First, it is always a good idea to plot the data:
library(lme4)
library(tidyverse)
dt <- read.csv("https://raw.githubusercontent.com/camhsdoc/data/main/random_slopes.csv")
dt$Subject <- as.factor(dt$Subject)
ggplot(dt, aes(y = Y, x = X1, colour = Subject, group = Subject)) + geom_point() + geom_smooth(method = "lm", se = FALSE)

So we can see straight away that there does appear to be variation in the intercepts, even though the x range starts at 1.
So there is probably something else going on in these data.
However, there was a singular fit. So I followed the guidance in this post which says to run a principal components analysis on the variance-covariance matrix of random effects.
...and if we look at the output of this we see:
mod <- lmer(Y ~ X1 * X2 + (X1 * X2 | Subject), dt)
## boundary (singular) fit: see ?isSingular
summary(rePCA(mod))
## $Subject
## Importance of components:
## [,1] [,2] [,3] [,4]
## Standard deviation 1.2748 1.1303 0.8397 2.245e-05
## Proportion of Variance 0.4505 0.3541 0.1954 0.000e+00
## Cumulative Proportion 0.4505 0.8046 1.0000 1.000e+00
So the variance is explained by the first three components indicating that one of them is unnecessary. Actually this step isn't really needed since this is what defines a singular fit, and we know already that it is singular.
and then fit a "zero correlation" model and look for a variance close to zero.
mod1 <- lmer(Y ~ X1 * X2 + (X1 * X2 || Subject), dt)
## boundary (singular) fit: see ?isSingular
summary(mod1)
##
## Random effects:
## Groups Name Variance Std.Dev.
## Subject (Intercept) 3.987e-09 6.314e-05
## Subject.1 X1 1.098e+00 1.048e+00
## Subject.2 X2 9.007e-01 9.490e-01
## Subject.3 X1:X2 1.213e+00 1.101e+00
## Residual 9.995e-01 9.998e-01
## Number of obs: 250, groups: Subject, 10
and indeed we see that the variance of the random intercepts is indeed very small, which brings us to the next model:
mod2 <- lmer(Y ~ X1 * X2 + (0 + X1 * X2 || Subject), dt)
summary(mod2)
##
## Random effects:
## Groups Name Variance Std.Dev.
## Subject X1 1.0983 1.0480
## Subject.1 X2 0.9007 0.9490
## Subject.2 X1:X2 1.2128 1.1013
## Residual 0.9995 0.9998
## Number of obs: 250, groups: Subject, 10
which on the face of it seems fine. However, we saw in the plot above that there is some variation in the intercepts. In my experience I have often found problems with singular fit when an interaction is included as a random slope. So I would also consider this model:
mod3 <- lmer(Y ~ X1 * X2 + (X1 + X2 | Subject), dt)
summary(mod3)
##
##
##
## Random effects:
## Groups Name Variance Std.Dev. Corr
## Subject (Intercept) 100.671 10.033
## X1 10.310 3.211 -0.95
## X2 12.375 3.518 -0.97 0.91
## Residual 5.572 2.360
## Number of obs: 250, groups: Subject, 10
The noteable thing about this model is that although the fit is not singular the correlations between the random effects are very high.
One way forward from here is to use a likelhood approach to choose the "best" fitting model:
anova(mod2, mod3)
## refitting model(s) with ML (instead of REML)
## Data: dt
## Models:
## mod2: Y ~ X1 * X2 + ((0 + X1 | Subject) + (0 + X2 | Subject) + (0 +
## mod2: X1:X2 | Subject))
## mod3: Y ~ X1 * X2 + (X1 + X2 | Subject)

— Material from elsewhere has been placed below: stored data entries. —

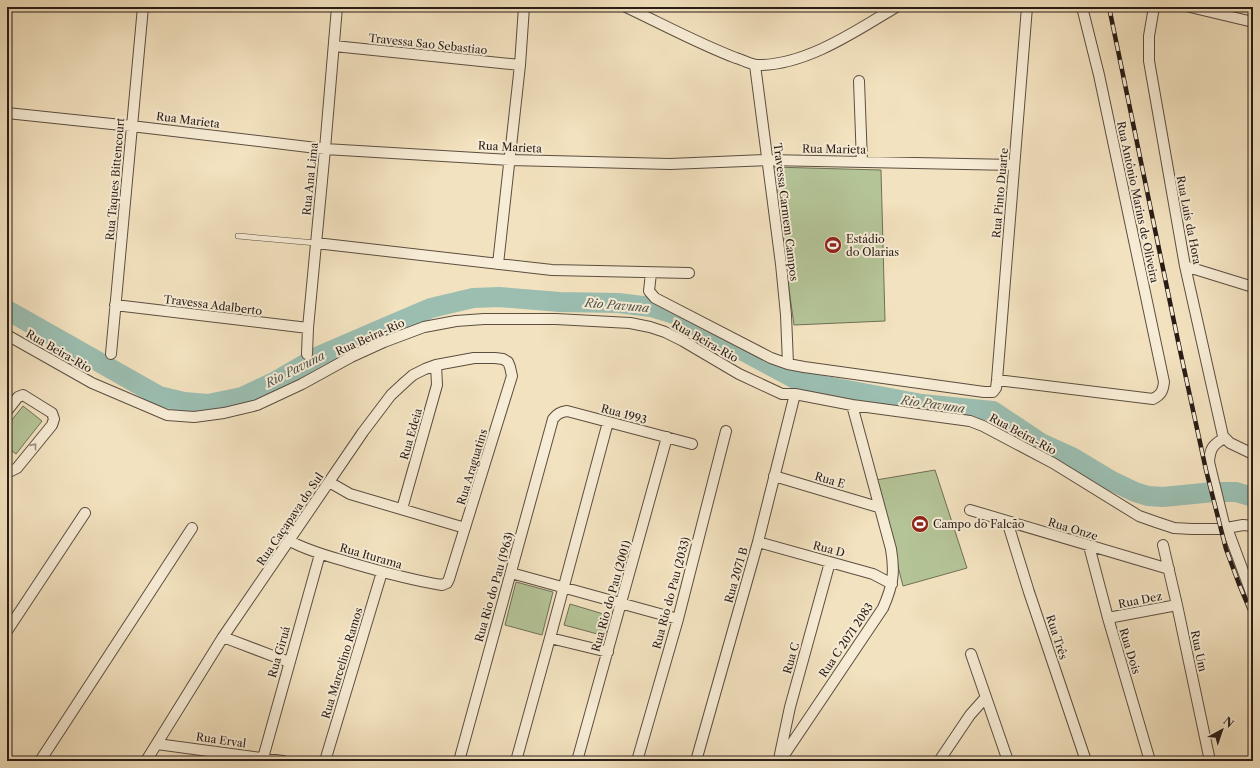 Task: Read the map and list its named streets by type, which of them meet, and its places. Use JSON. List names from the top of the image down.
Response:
{
  "streets": {
    "street": [
      "Travessa Sao Sebastiao",
      "Rua Marieta",
      "Rua Taques Bittencourt",
      "Rua Ana Lima",
      "Rua Pinto Duarte",
      "Rua Antônio Marins de Oliveira",
      "Travessa Carmem Campos",
      "Rua Luís da Hora",
      "Travessa Adalberto",
      "Rua Beira-Rio",
      "Rua 1993",
      "Rua Edeia",
      "Rua Araguatins",
      "Rua E",
      "Rua Caçapava do Sul",
      "Rua Onze",
      "Rua D",
      "Rua Iturama",
      "Rua 2071 B",
      "Rua Rio do Pau (1963)",
      "Rua Rio do Pau (2033)",
      "Rua Rio do Pau (2001)",
      "Rua Dez",
      "Rua Três",
      "Rua C 2071 2083",
      "Rua Dois",
      "Rua Um",
      "Rua Giruá",
      "Rua C",
      "Rua Marcelino Ramos",
      "Rua Erval"
    ]
  },
  "crossings": [
    ["Travessa Sao Sebastiao", "Rua Ana Lima"],
    ["Rua Marieta", "Rua Taques Bittencourt"],
    ["Rua Marieta", "Rua Ana Lima"],
    ["Rua Marieta", "Rua Pinto Duarte"],
    ["Rua Marieta", "Travessa Carmem Campos"],
    ["Rua Taques Bittencourt", "Travessa Adalberto"],
    ["Rua Ana Lima", "Travessa Adalberto"],
    ["Rua Pinto Duarte", "Rua Antônio Marins de Oliveira"],
    ["Rua Pinto Duarte", "Travessa Carmem Campos"],
    ["Rua Beira-Rio", "Rua 2071 B"],
    ["Rua Beira-Rio", "Rua C 2071 2083"],
    ["Rua 1993", "Rua Rio do Pau (1963)"],
    ["Rua 1993", "Rua Rio do Pau (2001)"],
    ["Rua Edeia", "Rua Caçapava do Sul"],
    ["Rua Araguatins", "Rua Caçapava do Sul"],
    ["Rua Araguatins", "Rua Iturama"],
    ["Rua E", "Rua 2071 B"],
    ["Rua E", "Rua C 2071 2083"],
    ["Rua Caçapava do Sul", "Rua Iturama"],
    ["Rua Caçapava do Sul", "Rua Erval"],
    ["Rua Onze", "Rua Três"],
    ["Rua Onze", "Rua Dois"],
    ["Rua Onze", "Rua Um"],
    ["Rua D", "Rua 2071 B"],
    ["Rua D", "Rua C 2071 2083"],
    ["Rua D", "Rua C"],
    ["Rua Iturama", "Rua Giruá"],
    ["Rua Iturama", "Rua Marcelino Ramos"],
    ["Rua Dez", "Rua Dois"],
    ["Rua Dez", "Rua Um"],
    ["Rua C 2071 2083", "Rua C"],
    ["Rua Giruá", "Rua Erval"]
  ],
  "water": ["Rio Pavuna"],
  "places": {
    "sports": ["Estádio do Olarias", "Campo do Falcão"]
  },
  "north": "top right"
}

## npar AIC BIC logLik deviance Chisq Df Pr(>Chisq)
## mod2 8 881.84 910.01 -432.92 865.84
## mod3 11 1261.61 1300.34 -619.80 1239.61 0 3 1
AIC(mod2); AIC(mod3)
## [1] 883.4465
## [1] 1261.92
BIC(mod2); BIC(mod3)
## [1] 911.6182
## [1] 1300.656
We could also look at the internal prediction accuracy, with RMSE:
(predict(mod2) - dt$Y) ^2 %>% sum() %>% sqrt()
## [1] 14.80808
(predict(mod3) - dt$Y)^2 %>% sum() %>% sqrt()
## [1] 35.1342
In all cases, the model with random intercepts but without random slopes for the interaction is preferable. Since we already have reason to want to fit random intercepts (repeated measures) and there appears to be variation in the plot, we have fairly solid reason for choosing this model.